START RECORDS SHOWN
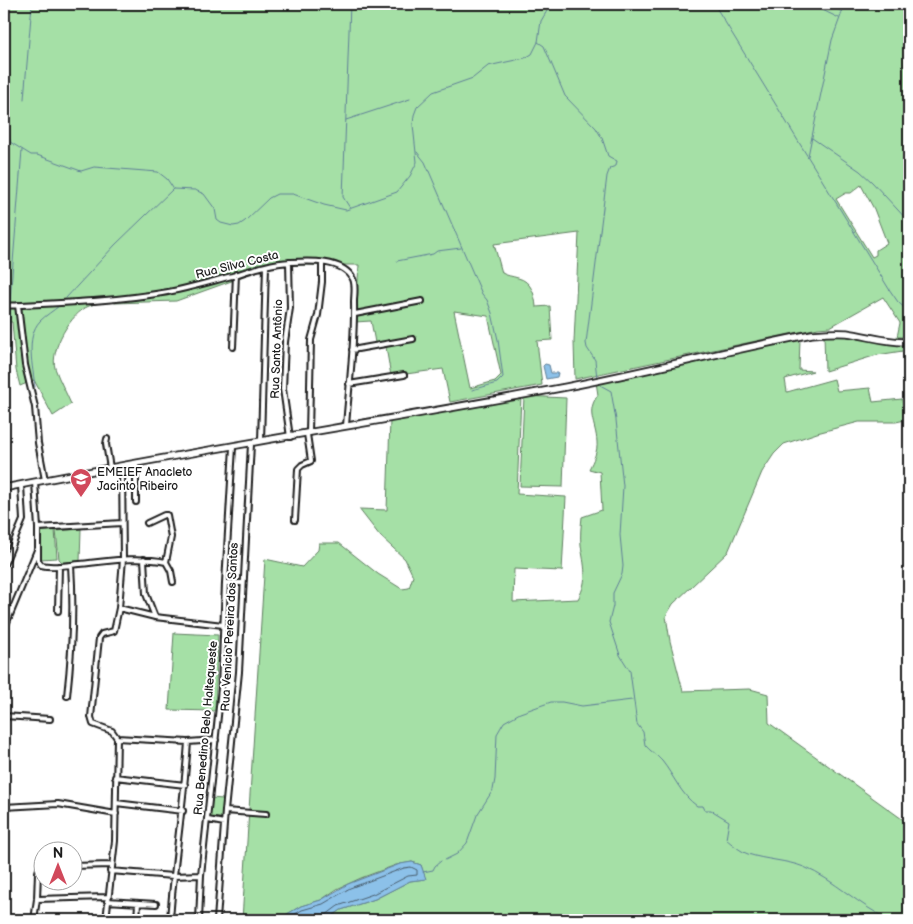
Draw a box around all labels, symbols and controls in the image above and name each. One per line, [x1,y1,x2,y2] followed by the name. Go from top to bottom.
[194,247,280,283] street label: Rua Silva Costa
[268,299,286,399] street label: Rua Santo Antônio
[97,465,193,494] place label: EMEIEF Anacleto Jacinto Ribeiro
[69,467,93,498] school or university icon: EMEIEF Anacleto Jacinto Ribeiro
[218,542,242,712] street label: Rua Venicio Pereira dos Santos
[191,640,221,816] street label: Rua Benedino Belo Haltequeste
[32,842,82,892] north arrow
[53,845,63,862] text: N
END RECORDS SHOWN
* _WORK INSTRUCTION_: Word for word, return the entries above, but without any pictures.

* _FINISHED TASK_:
Draw a box around all labels, symbols and controls in the image above and name each. One per line, [x1,y1,x2,y2] followed by the name. Go from top to bottom.
[194,247,280,283] street label: Rua Silva Costa
[268,299,286,399] street label: Rua Santo Antônio
[97,465,193,494] place label: EMEIEF Anacleto Jacinto Ribeiro
[69,467,93,498] school or university icon: EMEIEF Anacleto Jacinto Ribeiro
[218,542,242,712] street label: Rua Venicio Pereira dos Santos
[191,640,221,816] street label: Rua Benedino Belo Haltequeste
[32,842,82,892] north arrow
[53,845,63,862] text: N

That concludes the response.